Imagine you are a military spouse.
Your best friend is deployed and you are at home raising your children by yourself. Maybe you have more than one child to care for and love on and hold, and your two hands feel very inadequate to be able to do all things things and care for all the people who need you. Maybe you don’t have family nearby to help. Maybe you just moved (again) to a new place and feel very lonely. The Carrying On Project can help you.
Babywearing can help military families to work through that transition period with love and closeness, while leaving hands free. The problem is, not all military families can obtain a carrier that is right for their bodies or their needs. That’s where The Carrying On Project comes in. The Carrying On Project provides free carriers for military families who need and want them.
“The Carrying On Project[‘s goal is] to get [baby] carriers to the families of our military so that they may better obtain secure attachments with their children, something that deployment and injuries will often interrupt.
We seek to assist both the service members and the families left behind in ‘Carrying On’ while both home and away, to make something that is difficult for the whole family a little bit easier.”

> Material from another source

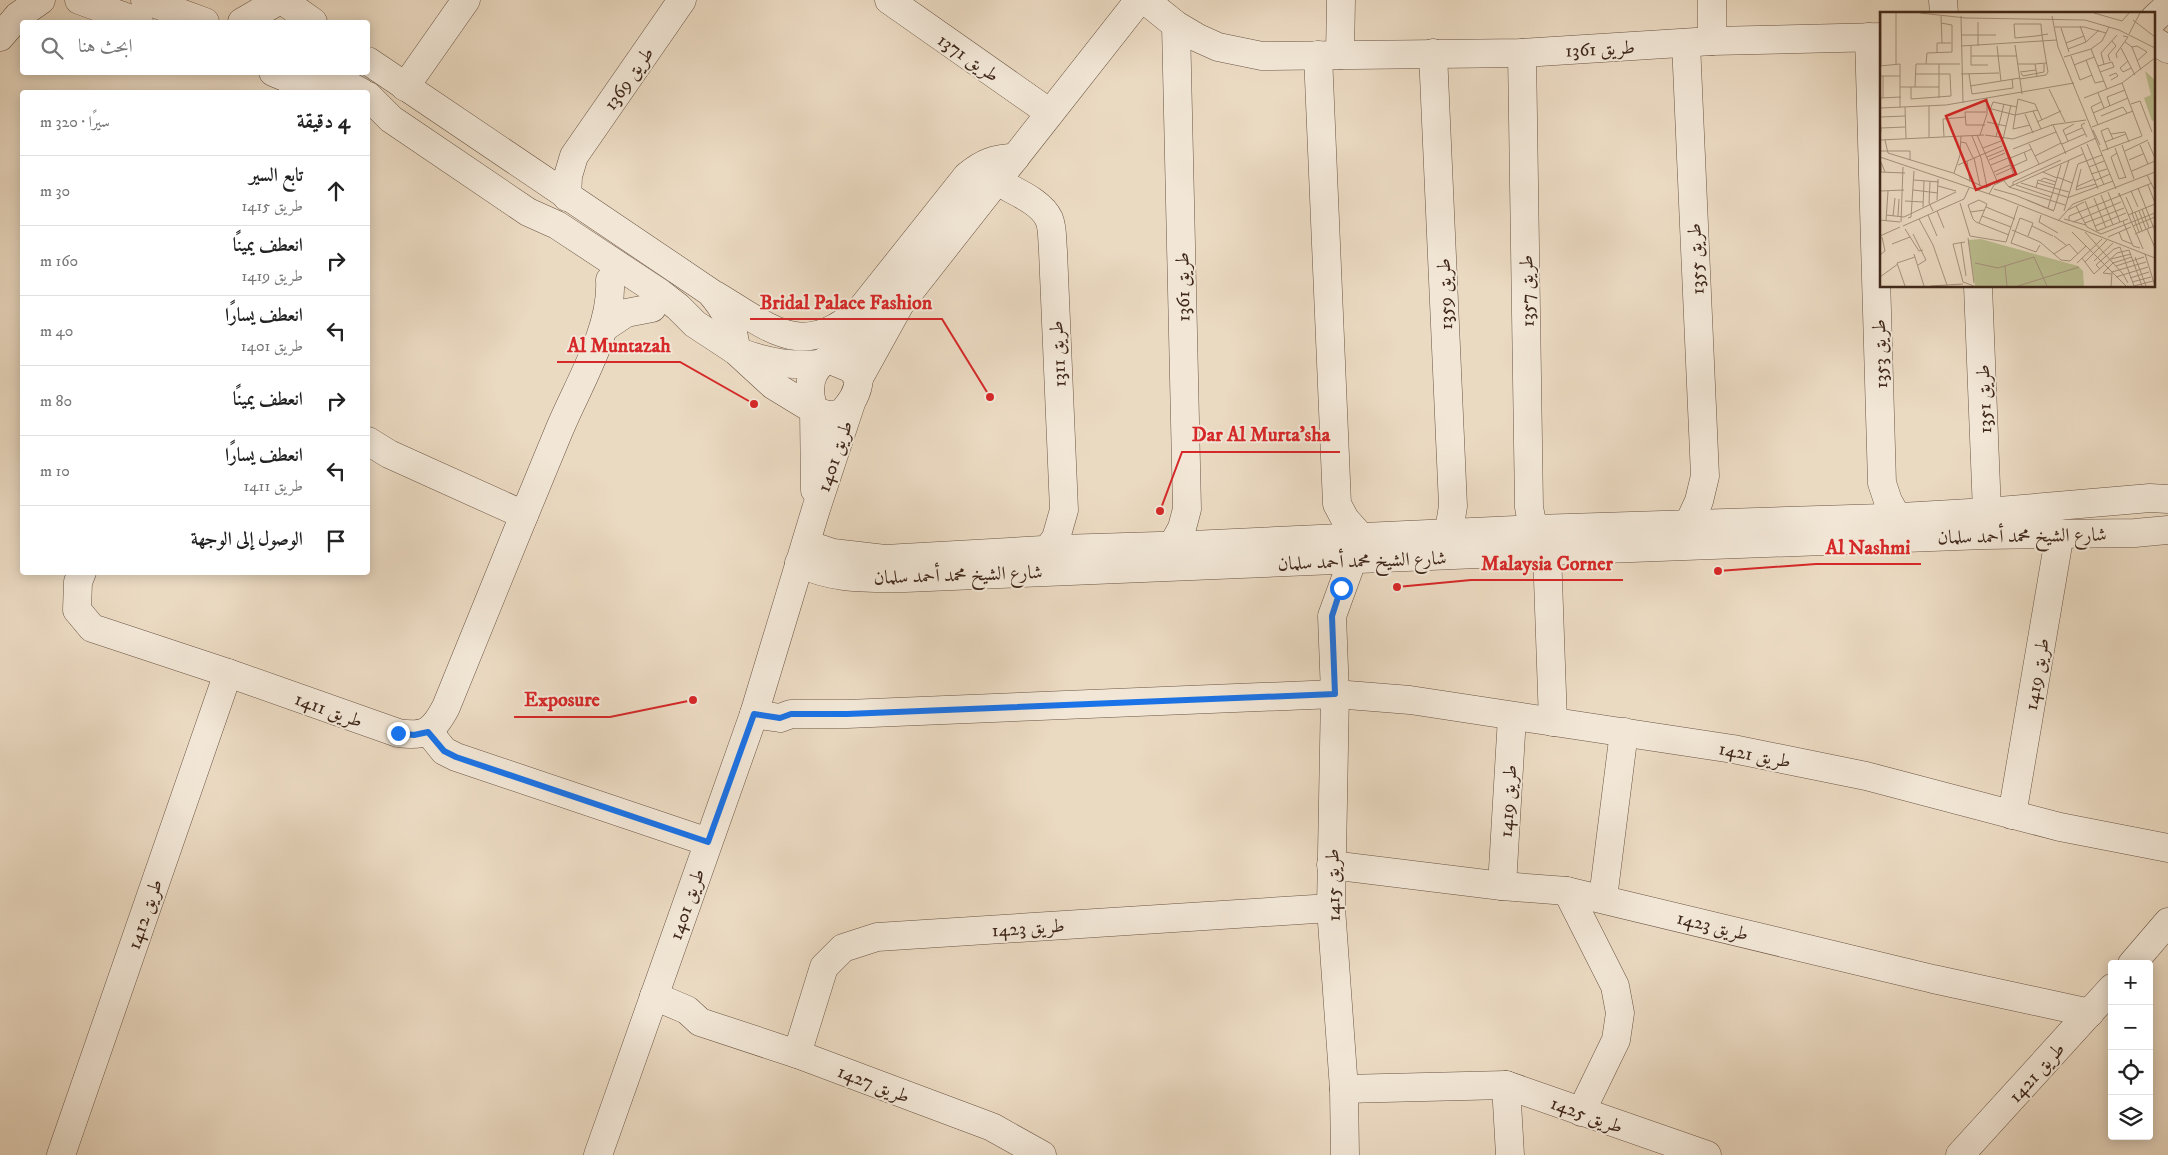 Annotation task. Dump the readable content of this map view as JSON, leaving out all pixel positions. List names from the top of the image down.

But TCOP does not just provide carriers for families who need them, they also provide a very much needed support system for the families they serve. TCOP playdates are hosted all over the US and also abroad in Japan and soon in Germany. Families meet and have the opportunity for community and friendship and in person support and even babywearing education if needed.
“No one is meant to go at this military life alone, and while our service members have their units and their brothers and sisters in arms, so should our spouses have a family they can count on.”
All of these services are provided through the work and generosity of donations and volunteers. It is people like you can make a difference in a military family’s life through your involvement with The Carrying On Project.
How can I help?
1. Shop at Fluff & Familia July 4th-15th. We will be donating 10% of all sales during that time to The Carrying On Project.
2. Donate money directly to TCOP.Your donation will help cover shipping costs and purchase carriers for military families.
3. Donate your new or gently used carrier to TCOP by contacting them and letting them know what you have to donate. TCOP is always in the market for carriers, new or preloved. Visit the TCOP website to see if there is a local playgroup in your area; you can bring the carrier to the playgroup and donate it there. If there isn’t one in your area, contact TCOP to arrange the best way to ship the carrier.
4. Donate your time or talents! Contact TCOP and let them know how you are available to help. TCOP accepts goods and services that local groups can use for fundraisers, such as photography sessions or items that can be raffled or placed in mystery boxes in the TCOP shop.
5. Shop the TCOP store for apparel, accessories, carriers, and more! Proceeds go directly to funding TCOP.
Meet Veronica Vance: A TCOP Volunteer
Tell me a little about yourself!
“I am a stay at home mom of 4, ages 12, 6, 4, and 2. I breastfeed, cloth-diaper, and babywear. I’ve been in the navy for over 18 years now: 6 as active duty, 12 as a reservist, and serve as a Navy Yeoman (Administration).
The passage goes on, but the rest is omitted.